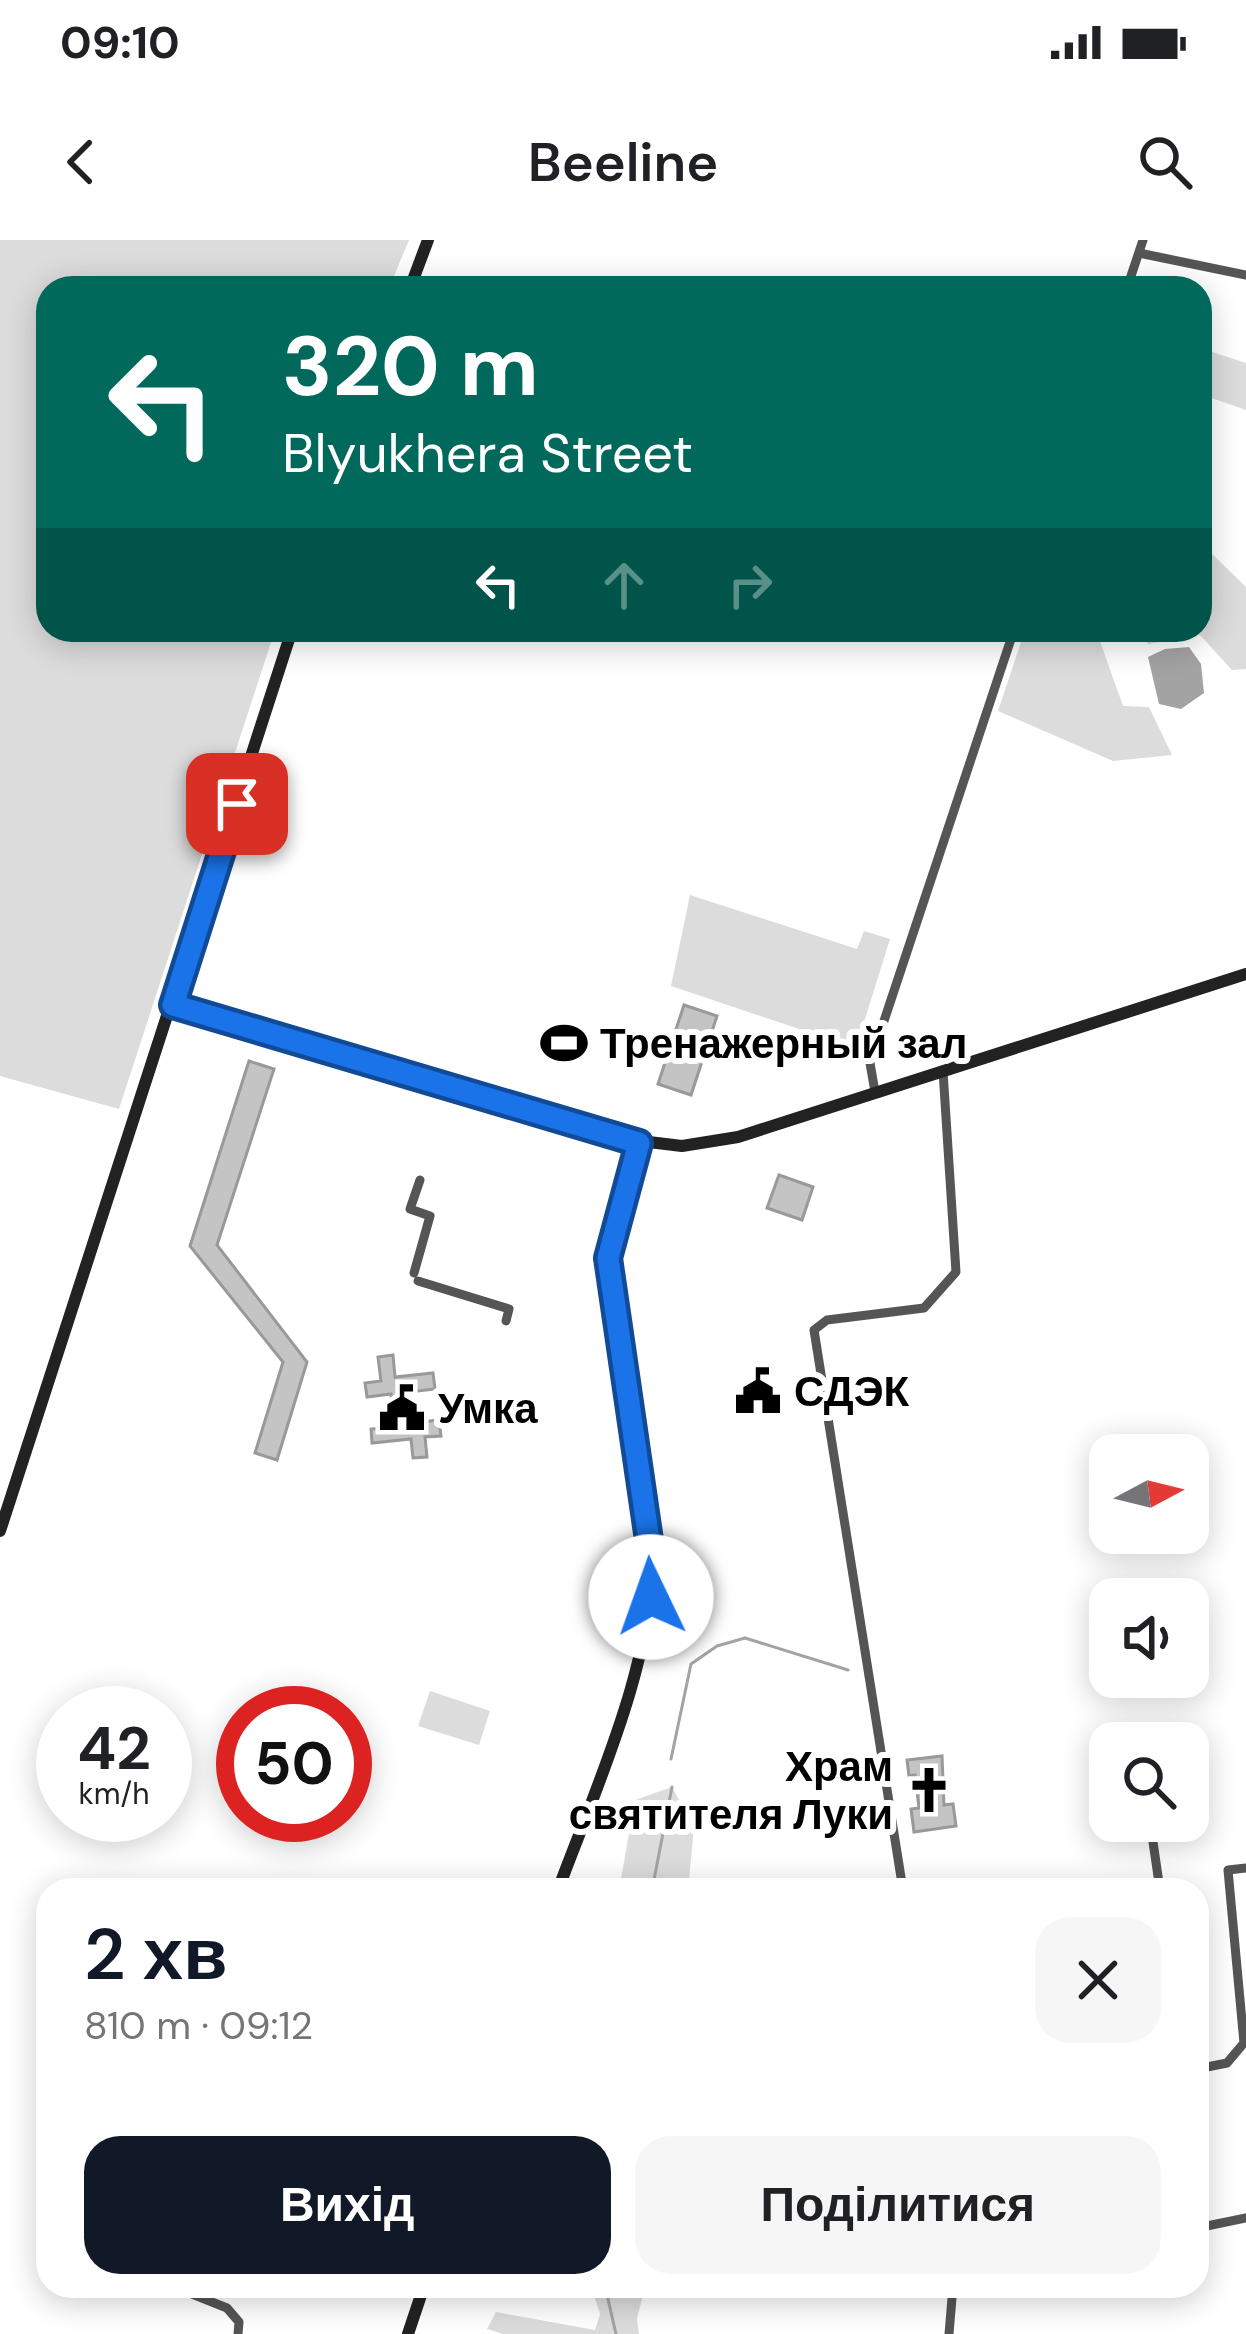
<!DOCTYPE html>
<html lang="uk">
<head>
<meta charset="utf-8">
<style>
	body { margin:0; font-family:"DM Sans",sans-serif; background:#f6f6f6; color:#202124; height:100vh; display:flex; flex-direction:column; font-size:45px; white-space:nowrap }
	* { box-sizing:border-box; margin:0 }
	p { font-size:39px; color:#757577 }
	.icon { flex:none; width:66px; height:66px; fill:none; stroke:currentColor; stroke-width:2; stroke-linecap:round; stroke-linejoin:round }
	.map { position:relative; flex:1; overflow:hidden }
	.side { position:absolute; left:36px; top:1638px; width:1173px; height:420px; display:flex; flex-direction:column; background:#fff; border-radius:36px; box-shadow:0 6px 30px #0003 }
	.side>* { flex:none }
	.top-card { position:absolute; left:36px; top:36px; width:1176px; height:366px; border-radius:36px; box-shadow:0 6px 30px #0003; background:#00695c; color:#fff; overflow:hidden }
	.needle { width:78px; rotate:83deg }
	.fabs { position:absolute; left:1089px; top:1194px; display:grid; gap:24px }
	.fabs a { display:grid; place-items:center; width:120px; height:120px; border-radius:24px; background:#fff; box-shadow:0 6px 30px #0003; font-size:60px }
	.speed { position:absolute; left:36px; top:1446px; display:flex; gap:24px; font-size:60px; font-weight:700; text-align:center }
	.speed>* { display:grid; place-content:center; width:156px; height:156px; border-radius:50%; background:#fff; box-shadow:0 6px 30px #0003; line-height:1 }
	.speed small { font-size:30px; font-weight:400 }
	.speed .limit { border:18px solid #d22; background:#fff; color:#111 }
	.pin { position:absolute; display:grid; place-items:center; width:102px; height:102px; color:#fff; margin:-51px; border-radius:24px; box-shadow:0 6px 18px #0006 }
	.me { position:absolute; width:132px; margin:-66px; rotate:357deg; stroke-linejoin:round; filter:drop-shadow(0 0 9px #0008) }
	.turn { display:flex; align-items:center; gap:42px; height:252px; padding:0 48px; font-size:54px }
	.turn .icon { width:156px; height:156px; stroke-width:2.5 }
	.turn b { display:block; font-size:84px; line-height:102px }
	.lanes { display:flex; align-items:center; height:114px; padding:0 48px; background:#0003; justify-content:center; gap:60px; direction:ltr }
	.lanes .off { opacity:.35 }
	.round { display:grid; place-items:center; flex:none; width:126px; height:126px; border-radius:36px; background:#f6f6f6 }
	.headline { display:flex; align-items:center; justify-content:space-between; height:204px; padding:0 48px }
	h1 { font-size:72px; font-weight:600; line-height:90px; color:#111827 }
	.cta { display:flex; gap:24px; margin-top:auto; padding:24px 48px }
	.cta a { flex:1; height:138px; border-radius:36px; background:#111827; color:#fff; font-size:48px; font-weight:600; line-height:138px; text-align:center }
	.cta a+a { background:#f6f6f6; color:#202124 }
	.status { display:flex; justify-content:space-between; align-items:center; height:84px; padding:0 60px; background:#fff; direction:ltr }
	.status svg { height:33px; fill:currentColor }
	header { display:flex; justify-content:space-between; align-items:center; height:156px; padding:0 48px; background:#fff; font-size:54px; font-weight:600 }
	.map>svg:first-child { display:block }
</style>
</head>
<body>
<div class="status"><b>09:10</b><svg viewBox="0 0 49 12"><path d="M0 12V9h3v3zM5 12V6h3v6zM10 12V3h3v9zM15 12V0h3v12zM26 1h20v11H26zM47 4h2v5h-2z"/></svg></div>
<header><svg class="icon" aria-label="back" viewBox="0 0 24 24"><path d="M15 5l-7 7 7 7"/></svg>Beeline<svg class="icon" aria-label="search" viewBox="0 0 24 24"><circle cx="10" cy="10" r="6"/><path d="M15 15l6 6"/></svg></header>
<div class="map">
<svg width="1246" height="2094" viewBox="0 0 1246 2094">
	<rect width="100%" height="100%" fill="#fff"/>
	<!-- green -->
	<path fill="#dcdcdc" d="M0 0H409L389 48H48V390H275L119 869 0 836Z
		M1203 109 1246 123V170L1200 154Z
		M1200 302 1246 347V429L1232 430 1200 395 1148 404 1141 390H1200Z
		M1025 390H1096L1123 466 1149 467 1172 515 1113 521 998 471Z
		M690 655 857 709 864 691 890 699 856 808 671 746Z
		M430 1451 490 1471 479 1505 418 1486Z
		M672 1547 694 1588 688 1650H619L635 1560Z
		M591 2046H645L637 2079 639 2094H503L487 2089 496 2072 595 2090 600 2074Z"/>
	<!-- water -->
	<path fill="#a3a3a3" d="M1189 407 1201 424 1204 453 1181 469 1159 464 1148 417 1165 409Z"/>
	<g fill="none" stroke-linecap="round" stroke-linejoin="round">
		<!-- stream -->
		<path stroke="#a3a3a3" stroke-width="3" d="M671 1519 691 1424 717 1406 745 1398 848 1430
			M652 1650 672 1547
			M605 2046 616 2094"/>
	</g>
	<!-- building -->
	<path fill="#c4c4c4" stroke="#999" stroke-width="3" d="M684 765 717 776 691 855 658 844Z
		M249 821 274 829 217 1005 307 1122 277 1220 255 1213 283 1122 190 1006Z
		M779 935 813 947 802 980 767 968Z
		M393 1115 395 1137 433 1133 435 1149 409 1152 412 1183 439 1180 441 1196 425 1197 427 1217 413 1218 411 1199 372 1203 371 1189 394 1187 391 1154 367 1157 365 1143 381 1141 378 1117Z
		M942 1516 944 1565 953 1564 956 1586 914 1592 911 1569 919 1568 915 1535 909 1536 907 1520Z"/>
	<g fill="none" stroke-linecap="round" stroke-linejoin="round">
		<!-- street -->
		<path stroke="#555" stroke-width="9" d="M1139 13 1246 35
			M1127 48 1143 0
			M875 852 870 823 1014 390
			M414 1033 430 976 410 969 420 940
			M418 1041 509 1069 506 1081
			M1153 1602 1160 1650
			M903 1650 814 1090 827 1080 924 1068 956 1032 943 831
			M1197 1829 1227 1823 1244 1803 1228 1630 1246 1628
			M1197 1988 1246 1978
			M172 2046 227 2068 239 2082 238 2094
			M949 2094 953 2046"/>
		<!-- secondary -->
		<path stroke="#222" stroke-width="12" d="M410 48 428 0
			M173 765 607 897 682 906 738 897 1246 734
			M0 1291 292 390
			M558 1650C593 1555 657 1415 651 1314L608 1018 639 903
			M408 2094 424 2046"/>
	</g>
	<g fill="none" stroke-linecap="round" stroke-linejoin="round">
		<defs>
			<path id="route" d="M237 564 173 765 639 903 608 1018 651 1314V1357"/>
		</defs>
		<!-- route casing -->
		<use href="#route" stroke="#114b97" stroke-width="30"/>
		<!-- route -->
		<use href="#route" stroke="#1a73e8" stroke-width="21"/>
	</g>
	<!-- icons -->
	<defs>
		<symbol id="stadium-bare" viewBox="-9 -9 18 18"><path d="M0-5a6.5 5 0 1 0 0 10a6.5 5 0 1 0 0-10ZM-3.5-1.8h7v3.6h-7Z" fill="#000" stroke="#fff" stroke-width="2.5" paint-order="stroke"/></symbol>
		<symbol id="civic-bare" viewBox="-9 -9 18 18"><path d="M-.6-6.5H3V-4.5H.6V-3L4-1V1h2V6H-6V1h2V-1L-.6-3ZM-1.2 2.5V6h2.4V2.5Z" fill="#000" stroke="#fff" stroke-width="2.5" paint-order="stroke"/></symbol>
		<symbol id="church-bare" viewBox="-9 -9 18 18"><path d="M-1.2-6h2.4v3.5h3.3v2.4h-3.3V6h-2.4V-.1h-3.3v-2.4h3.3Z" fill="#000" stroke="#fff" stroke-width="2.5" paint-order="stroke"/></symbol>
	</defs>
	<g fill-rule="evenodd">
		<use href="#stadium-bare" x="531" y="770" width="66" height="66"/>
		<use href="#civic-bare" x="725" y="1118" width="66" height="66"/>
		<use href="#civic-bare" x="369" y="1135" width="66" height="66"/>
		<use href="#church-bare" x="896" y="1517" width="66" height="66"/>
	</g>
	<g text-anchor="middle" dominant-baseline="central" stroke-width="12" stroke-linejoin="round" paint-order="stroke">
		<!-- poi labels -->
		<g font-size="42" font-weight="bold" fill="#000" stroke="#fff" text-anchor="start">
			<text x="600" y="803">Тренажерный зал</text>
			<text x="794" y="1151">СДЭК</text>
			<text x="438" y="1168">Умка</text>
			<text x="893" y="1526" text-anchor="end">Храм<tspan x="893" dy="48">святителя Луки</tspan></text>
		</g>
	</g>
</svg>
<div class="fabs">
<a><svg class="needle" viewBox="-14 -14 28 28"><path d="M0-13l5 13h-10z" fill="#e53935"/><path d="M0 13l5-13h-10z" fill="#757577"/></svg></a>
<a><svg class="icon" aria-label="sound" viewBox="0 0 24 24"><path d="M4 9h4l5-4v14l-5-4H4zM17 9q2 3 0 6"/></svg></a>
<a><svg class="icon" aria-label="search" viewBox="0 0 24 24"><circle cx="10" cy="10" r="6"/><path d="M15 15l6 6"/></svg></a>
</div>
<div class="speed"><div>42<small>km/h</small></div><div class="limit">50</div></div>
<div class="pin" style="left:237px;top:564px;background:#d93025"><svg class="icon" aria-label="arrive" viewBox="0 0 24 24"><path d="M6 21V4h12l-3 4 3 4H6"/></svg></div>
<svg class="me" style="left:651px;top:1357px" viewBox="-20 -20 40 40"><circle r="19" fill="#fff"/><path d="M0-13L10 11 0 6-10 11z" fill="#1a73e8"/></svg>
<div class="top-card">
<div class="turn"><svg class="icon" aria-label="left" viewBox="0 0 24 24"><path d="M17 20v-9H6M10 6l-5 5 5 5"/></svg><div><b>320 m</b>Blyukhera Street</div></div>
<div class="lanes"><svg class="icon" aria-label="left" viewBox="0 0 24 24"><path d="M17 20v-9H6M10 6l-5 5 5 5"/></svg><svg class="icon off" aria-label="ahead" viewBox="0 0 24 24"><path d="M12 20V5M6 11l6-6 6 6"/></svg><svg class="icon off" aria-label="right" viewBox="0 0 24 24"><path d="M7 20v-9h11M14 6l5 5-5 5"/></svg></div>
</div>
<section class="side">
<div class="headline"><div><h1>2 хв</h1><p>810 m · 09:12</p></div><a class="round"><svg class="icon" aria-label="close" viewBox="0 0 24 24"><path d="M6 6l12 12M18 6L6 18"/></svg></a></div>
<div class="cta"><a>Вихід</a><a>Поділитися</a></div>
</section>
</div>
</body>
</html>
______________________________
> _Your assignment_:
Look above for the line holding "M1025 390H1096L1123 466" and the line holding "M393 1115 395". Retype both, and every line between them, word for word and nothing else.

> _Result of the task_:
		M1025 390H1096L1123 466 1149 467 1172 515 1113 521 998 471Z
		M690 655 857 709 864 691 890 699 856 808 671 746Z
		M430 1451 490 1471 479 1505 418 1486Z
		M672 1547 694 1588 688 1650H619L635 1560Z
		M591 2046H645L637 2079 639 2094H503L487 2089 496 2072 595 2090 600 2074Z"/>
	<!-- water -->
	<path fill="#a3a3a3" d="M1189 407 1201 424 1204 453 1181 469 1159 464 1148 417 1165 409Z"/>
	<g fill="none" stroke-linecap="round" stroke-linejoin="round">
		<!-- stream -->
		<path stroke="#a3a3a3" stroke-width="3" d="M671 1519 691 1424 717 1406 745 1398 848 1430
			M652 1650 672 1547
			M605 2046 616 2094"/>
	</g>
	<!-- building -->
	<path fill="#c4c4c4" stroke="#999" stroke-width="3" d="M684 765 717 776 691 855 658 844Z
		M249 821 274 829 217 1005 307 1122 277 1220 255 1213 283 1122 190 1006Z
		M779 935 813 947 802 980 767 968Z
		M393 1115 395 1137 433 1133 435 1149 409 1152 412 1183 439 1180 441 1196 425 1197 427 1217 413 1218 411 1199 372 1203 371 1189 394 1187 391 1154 367 1157 365 1143 381 1141 378 1117Z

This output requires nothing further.